Along with damage to the Post Office, Kenosha’s dinosaur museum and Reuther High School, many businesses downtown were damaged.

Sherry Ludwig was cleaning up at Bisou Lingerie, 635 58th St. She said she and her husband had arrived at the store at about 1:30 a.m. as protesters were still in the street. They arrived to find their windows shattered and the store looted.

“It was scary, it was like a movie,” Ludwig said, saying at one point police surrounded a man outside who appeared to have a gun. ”It seemed like there were two distinct groups of people — there were peaceful protesters and then there were hooligans.”

Throughout downtown, crews were at work cleaning broken glass and boarding up windows.

Kenosha County Supervisor Zach Rodriguez said he believed people who were involved in property damage incidents were not part of the local protest group.

“I witnessed it first hand at the scene — they were making it known, ‘We’re not here to destroy property,’” Rodriguez said. “It hurts my heart to see so many who have poured their hearts into their locally owned businesses have them broken into, set on fire and destroyed.”

A lifelong Kenosha resident who did not want to be identified by name stood outside his uncle’s store on Sixth Avenue. The store had escaped damage.
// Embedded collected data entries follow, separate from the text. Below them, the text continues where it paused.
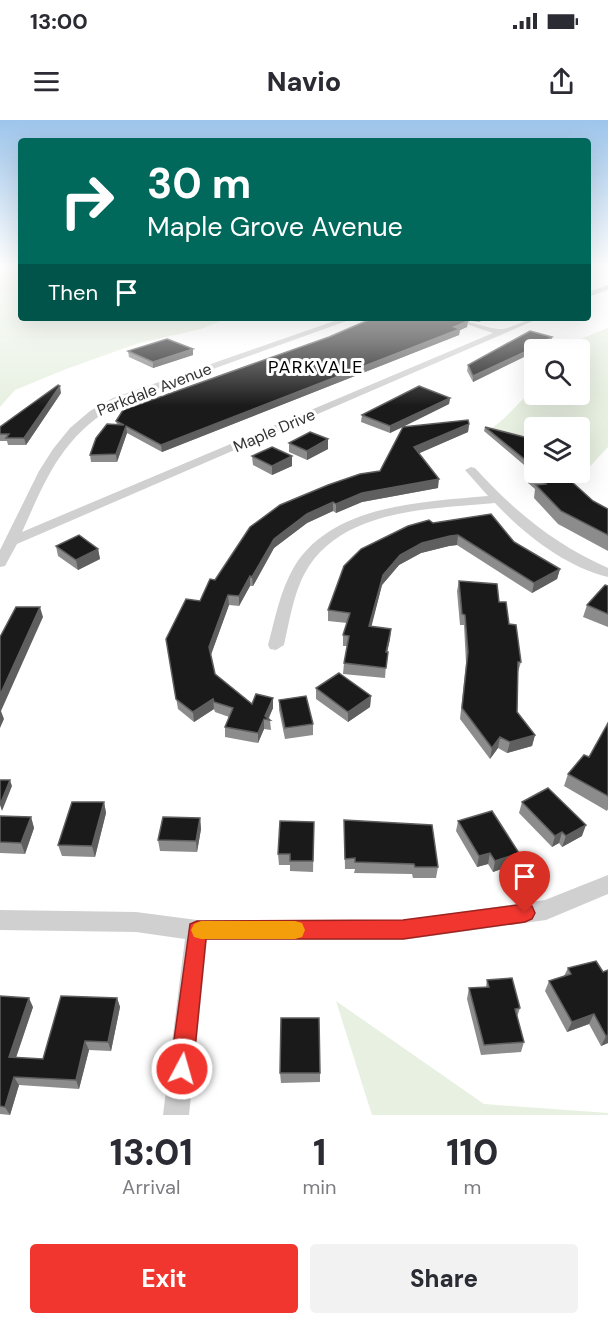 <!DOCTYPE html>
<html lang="en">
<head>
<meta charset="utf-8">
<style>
  :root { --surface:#fff; --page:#f2f2f3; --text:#2b2b33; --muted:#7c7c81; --accent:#f0362f }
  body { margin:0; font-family:"DM Sans",sans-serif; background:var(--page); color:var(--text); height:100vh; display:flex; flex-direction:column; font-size:22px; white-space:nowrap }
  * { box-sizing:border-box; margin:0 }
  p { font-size:20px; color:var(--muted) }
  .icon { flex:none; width:33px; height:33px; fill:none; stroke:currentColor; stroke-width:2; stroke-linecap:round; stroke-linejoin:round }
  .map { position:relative; height:995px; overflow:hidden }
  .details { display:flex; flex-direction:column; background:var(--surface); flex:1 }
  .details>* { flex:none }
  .banner { position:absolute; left:18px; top:18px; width:573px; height:183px; border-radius:6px; box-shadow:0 6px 24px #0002; background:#00695c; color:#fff; overflow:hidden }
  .fabs { position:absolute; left:524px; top:219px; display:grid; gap:12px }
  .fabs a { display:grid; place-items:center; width:66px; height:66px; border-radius:6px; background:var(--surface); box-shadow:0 6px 24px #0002; font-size:30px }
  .pin { position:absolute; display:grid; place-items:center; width:51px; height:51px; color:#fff; margin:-62px -26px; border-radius:50% 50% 50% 0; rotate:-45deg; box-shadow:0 0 6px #0007 }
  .pin .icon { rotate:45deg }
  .me { position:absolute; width:66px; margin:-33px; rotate:6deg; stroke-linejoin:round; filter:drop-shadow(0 0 4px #0008) }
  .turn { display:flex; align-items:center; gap:21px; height:126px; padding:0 30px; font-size:27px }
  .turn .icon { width:78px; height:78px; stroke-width:2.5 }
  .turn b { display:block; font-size:42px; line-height:51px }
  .then { display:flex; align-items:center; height:57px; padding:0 30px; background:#0003; gap:12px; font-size:22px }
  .eta { display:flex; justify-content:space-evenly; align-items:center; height:102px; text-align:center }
  .eta b { font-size:36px; font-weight:800; line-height:42px }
  .primary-button { display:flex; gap:12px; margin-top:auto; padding:12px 30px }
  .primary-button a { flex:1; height:69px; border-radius:6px; background:var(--accent); color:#fff; font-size:24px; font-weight:800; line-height:69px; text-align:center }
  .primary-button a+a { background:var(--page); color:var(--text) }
  .status { display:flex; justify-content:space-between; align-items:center; height:42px; padding:0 30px; background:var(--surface); direction:ltr }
  .status svg { height:16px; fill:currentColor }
  header { display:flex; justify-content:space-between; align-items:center; height:78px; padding:0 30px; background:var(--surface); font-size:27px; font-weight:800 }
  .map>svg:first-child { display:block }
  .green { fill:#e7f0e1 }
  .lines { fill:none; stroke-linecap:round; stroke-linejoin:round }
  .street { fill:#d0d0d0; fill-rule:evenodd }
  .wall { fill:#8c8c8c }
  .shaded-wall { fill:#5f5f5f }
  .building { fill:#1a1a1a; stroke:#5f5f5f; stroke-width:1.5 }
  .route { fill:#f0362f; stroke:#9c231f; stroke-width:1.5 }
  .slow { fill:#f59e0b }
  .labels { text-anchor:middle; stroke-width:6; stroke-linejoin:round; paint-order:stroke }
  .far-street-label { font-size:16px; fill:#333; stroke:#fff }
  .far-neighbourhood-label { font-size:18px; letter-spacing:1.5px; fill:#000; stroke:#fff }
</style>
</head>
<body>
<div class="status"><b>13:00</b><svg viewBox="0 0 49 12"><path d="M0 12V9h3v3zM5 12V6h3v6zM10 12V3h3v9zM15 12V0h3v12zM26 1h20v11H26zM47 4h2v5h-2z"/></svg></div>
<header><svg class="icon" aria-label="menu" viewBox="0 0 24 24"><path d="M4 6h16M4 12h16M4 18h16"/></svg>Navio<svg class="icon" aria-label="share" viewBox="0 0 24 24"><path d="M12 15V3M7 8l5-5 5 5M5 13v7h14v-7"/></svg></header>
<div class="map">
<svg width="608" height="995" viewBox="0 0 608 995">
  <rect width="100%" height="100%" fill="#fff"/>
  <path class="green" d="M0,146h21v52h207l-27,11 -62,14 -73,26 -51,21 -15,17z
    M608,208v119l-27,29 -6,-3 4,-1v-44h-45v25l-47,-22c19,-11 30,-28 47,-42v5h45v-44l-10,-1 -1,-5z
    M336,881l148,103 124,9v2h-236z"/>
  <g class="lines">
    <path class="street" d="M608,165v5l-20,7v-5z
      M343,198h12l-234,84c-58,33 -73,72 -99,130l471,-199 -45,-15c18,0 34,10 51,11 12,1 26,-11 41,-11l-523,226 -12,22 -5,1v-17l39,-79 14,-22 17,-21 20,-17 23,-13z
      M471,347l4,1c39,43 79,76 133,100v9c-42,-10 -84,-43 -113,-74 -62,6 -147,5 -186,63 -15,23 -19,53 -25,79l-8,5 -6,-1 -2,-4c7,-26 12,-54 26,-78 38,-63 129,-65 194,-71l-23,-26z
      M608,755v19l-62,26 -143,20h-196l-18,175h-26l22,-176 -49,-7 -136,-2v-20l136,2 61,8h206l142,-20z"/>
  </g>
  <path class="wall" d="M373,198h118l-13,4 -14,-2 4,1 -1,6 -7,3 -1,5 -297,117 -35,-19 -10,29h-26l-1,-7 27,-30 -1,-4 213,-84z
    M551,223l-12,7h-5v2l-6,3 -55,27 -6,-11 1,-6z
    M128,231l65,4 -40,13 -24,-11z
    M61,273l-35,52h-18l-1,-4h-7v-14z
    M450,278l-1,6 -46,23 66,-3 -1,8 -49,21 19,35 -76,14 -26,11 -3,-2 -26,12 -33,25 -21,38h-3l-11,20 -10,-1 -18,50 4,19 37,30 21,-6v10l-4,10 1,2 1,10 -7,-1 -6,14 -33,-6v-10l4,-10 -14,-5 -1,-3 -20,13 -16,-13 -12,-70 34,-38 15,-21 165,-109 23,-44 -13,6 -29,-11 1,-7z
    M485,307l49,14v31l74,37v42l-50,-27 -24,-26 1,-9 -7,-6 2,-13 -46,-39z
    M328,319v10l-21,11 -18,-8v-9z
    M252,336l40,10 -20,9 -19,-10z
    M433,403l81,19 46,27 -3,10 -25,14 -75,-48 -8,1 -28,7 -22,12 -17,20 -11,41 20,3 -1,10 -3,13 -2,26 -42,-4 1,-11 3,-17h-4v-11l4,-12 -19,-2v-11z
    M56,426l42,3 2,10 -22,11 -20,-14z
    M459,461l40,21 10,22 12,38 -3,10 -1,40 18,23 -3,11 -25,7 -9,-5 -8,11 -30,-40 6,-56 -2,-38h-4l-3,-34z
    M608,466v41l-25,-10 4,-12z
    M316,568l55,8 -1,11 -22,15 -32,-23z
    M279,580l34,24v11l-28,4 -6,-29z
    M608,603v86l-1,2 -43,-25 4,-12 21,-17z
    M104,682l2,11 -11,44 -33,-1 -4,-11z
    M522,682l60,34 -20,11 -3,-4 -7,4 -33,-34z
    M0,696l31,1 3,11 -9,26 -25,-1z
    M200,698l1,11 -4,23 -37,-1 -2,-11z
    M344,700l94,47 -2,11h-23l-1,-4 -58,-1 1,-4h-10z
    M458,701l58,43 -23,8 -5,-8 -11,3 -21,-36z
    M314,702l-1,50 -23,-1v-6h-11l-1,-11z
    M568,848l35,4 5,-2v73l-7,3 -12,-22 -22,8 -22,-41 4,-10 15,-5z
    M487,860l33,28 -3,9 7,25 -3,10 -40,3 -14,-56 2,-11 17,-1z
    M0,876l33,11 -17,51 27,1 74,-61 3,9 -9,44 -22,-1 -10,39 -60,-4 -9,30 -10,-1z
    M280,953h40v9l-39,1z"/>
  <path class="shaded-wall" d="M479,198h12l-13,4z
    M468,201l-1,6 -7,3 -1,5 -297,117 -1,-7z
    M552,217l-1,6 -12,7h-5v2l-6,3 -55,27v-6z
    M193,229v6l-40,13v-6z
    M60,266l1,7 -35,52 -2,-7z
    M450,278l-1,6 -59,29v-7z
    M469,304l-1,8 -55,24 1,-9z
    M126,306l1,7 -10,29 -1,-8z
    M328,319v10l-21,11v-9z
    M292,336v10l-20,9v-9z
    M439,359l-1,9 -76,14 -26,11v-9l26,-11z
    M333,382v9l-26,12 -33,25 -21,38 -1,-9 22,-38 33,-25z
    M458,415l-1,10 -8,1 -28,7 -22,12 -17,20 -13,51v-10l14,-51 17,-20 22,-12 28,-7z
    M98,429l2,10 -22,11 -2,-10z
    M560,449l-3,10 -25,14 2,-10z
    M250,456v10l-11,20v-10z
    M228,475l1,10 -19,52 -1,-10z
    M40,487l3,10 -42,94 3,8 -4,9v-33z
    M391,509l-1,10 -5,23 1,-10z
    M371,576l-1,11 -22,15v-10z
    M273,578v10l-5,11 -3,-3z
    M213,579l1,10 -20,13 -1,-10z
    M264,599v10l-6,14v-10z
    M535,615l-3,11 -25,7 3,-11z
    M500,617l-2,11 -8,11 2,-11z
    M10,660l2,6 -10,25 -2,-6z
    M104,682l2,11 -11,44 -3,-11z
    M31,697l3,11 -9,26 -4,-11z
    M200,698l1,11 -4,23 -1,-11z
    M586,705l-4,11 -20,11 4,-11z
    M562,712l-3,11 -7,4 3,-11z
    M490,733l-2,11 -11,3 2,-11z
    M519,733l-3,11 -23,8 2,-11z
    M29,878l4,9 -20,59 -4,-9z
    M117,878l3,9 -9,44 -3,-9z
    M594,894l-5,10 -22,8 5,-10z
    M608,915v8l-7,3 5,-10z
    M85,921l4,9 -10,39 -3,-9z
    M14,957l5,8 -9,30 -5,-8z"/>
  <path class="building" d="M373,198h87l8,3 -14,6 6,2 -299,116 -35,-19 -10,28 -26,1 6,-17 11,-14 17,1 -8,-4 7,-11 206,-73z
    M530,211l22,6 -23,13 -56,26 -5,-11z
    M167,219l26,10 -40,13 -25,-11z
    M58,265l2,1 -36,52h-18l3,-4h-9v-7z
    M419,266l31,12 -60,28 -28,-11z
    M468,300l1,4 -55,23 25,32 -77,14 -26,11 -3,-2 -26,12 -33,25 -22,38 -2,-1 -11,20 -11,-1 -19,52 6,27 37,30 4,-10 17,4 -8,18 5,4 -6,-1 -6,14 -33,-6 8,-19 -19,-6 -1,-3 -20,13 -17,-13 -10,-60 20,-40 14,2 10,-22 5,1 35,-53 30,-22 48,-20 32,-11 20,-3 23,-44z
    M485,307l43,11 6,3v26z
    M310,312l18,7 -21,12 -18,-8z
    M272,327l20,9 -20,10 -20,-10z
    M534,349v3h27l32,29 15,8v26l-47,-24 -25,-26 10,-1 -16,-14z
    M491,394l23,28 46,27 -26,14 -76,-48 -8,1 -28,7 -22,12 -17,20 -14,51 22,3 -5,23h2l-2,16 -42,-5 5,-27 -6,-1 7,-22 -22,-3 16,-44 17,-17 47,-23 21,-6 4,3z
    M79,415l19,14 -22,11 -20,-14z
    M459,461l38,3 2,18h7l3,22 7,1 5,37h-3l-1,50 18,23 -25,7 -10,-5 -8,11 -30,-40 6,-56 -3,-37 -3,-1z
    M605,465l3,1v28l-21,-9z
    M16,487h24l-40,88v-58z
    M339,553l32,23 -23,16 -32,-24z
    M306,576l7,28 -28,4 -6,-28z
    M608,603v73l-40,-22 16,-19 5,2z
    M0,660h10l-10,25z
    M548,668l38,37 -20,11 -4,-4 -7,4 -33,-34z
    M72,682h32l-12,44 -34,-1z
    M492,691l27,42 -24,8 -5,-8 -11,3 -21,-35z
    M0,696l31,1 -10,26 -21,-1z
    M163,697l37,1 -4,23 -38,-1z
    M344,700l88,5 6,42h-23l-1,-3 -59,-2v-4l-10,1z
    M280,701l34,1 -1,39h-23v-7h-12z
    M596,841l7,11 5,-2v65l-2,1 -12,-22 -22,8 -23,-41 22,-7 -3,-6z
    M512,858l8,30 -5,1 9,33 -40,3 -15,-57 20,-1 -2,-7z
    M0,876l29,2 -20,59 34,2 18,-63 56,2 -9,44 -23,-1 -9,39 -62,-3 -9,30 -5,-1z
    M281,898h38l1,55h-40z"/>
  <linearGradient id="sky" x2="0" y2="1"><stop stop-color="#9dc5eb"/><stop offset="0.51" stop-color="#fff"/><stop offset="1" stop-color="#fff" stop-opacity="0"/></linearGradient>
  <rect width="608" height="286" fill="url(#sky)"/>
  <path class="route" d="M525,784l7,2 3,7 -3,6 -7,3 -122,17h-197l-13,130 -3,8 -8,3 -9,-3 -3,-8 20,-145 7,-3 206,-1z"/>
  <path class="slow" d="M201,801h94l7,2 3,7 -3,7 -7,2h-94l-7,-2 -3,-7 3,-6z"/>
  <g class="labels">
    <g class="far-street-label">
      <text transform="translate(154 269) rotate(-21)" y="6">Parkdale Avenue</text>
      <text transform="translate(274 310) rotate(-23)" y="6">Maple Drive</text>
    </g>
    <g class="far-neighbourhood-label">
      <text x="316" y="253">PARKVALE</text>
    </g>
  </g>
</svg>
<div class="fabs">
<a><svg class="icon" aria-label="search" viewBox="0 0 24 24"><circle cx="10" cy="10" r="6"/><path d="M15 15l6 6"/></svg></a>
<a><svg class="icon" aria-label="layers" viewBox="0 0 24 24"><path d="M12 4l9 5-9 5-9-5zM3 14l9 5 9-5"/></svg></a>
</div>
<div class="pin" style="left:525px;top:793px;background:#d93025"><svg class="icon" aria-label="arrive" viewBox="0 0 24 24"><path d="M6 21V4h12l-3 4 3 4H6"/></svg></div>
<svg class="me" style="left:182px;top:949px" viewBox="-20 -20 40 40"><circle r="17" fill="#f0362f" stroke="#fff" stroke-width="3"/><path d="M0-11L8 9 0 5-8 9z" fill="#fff"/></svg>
<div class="banner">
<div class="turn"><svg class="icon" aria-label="right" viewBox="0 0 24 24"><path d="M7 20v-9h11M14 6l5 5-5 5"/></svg><div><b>30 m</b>Maple Grove Avenue</div></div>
<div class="then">Then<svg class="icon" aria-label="arrive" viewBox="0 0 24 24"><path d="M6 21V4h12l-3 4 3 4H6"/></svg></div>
</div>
</div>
<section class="details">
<div class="eta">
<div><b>13:01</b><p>Arrival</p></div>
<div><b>1</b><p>min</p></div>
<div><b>110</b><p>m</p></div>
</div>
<div class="primary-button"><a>Exit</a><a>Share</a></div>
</section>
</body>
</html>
“It’s very sad,” he said, saying he has lived downtown for 20 years. He said it was disappointing to see people coming to gawk at the damage. “People come down here in droves to see destruction … it’s hard to look at. It’s uncomfortable.”

The man, who is African-American, said he was also horrified by the video of the shooting.

“I feel the same way I would feel about anyone getting shot in the back seven times — it’s disgusting,” he said. “I get that (being a police officer) is stressful, but you carry other people’s lives in your hands. And you carry that much more than the people you are supposed to protect.”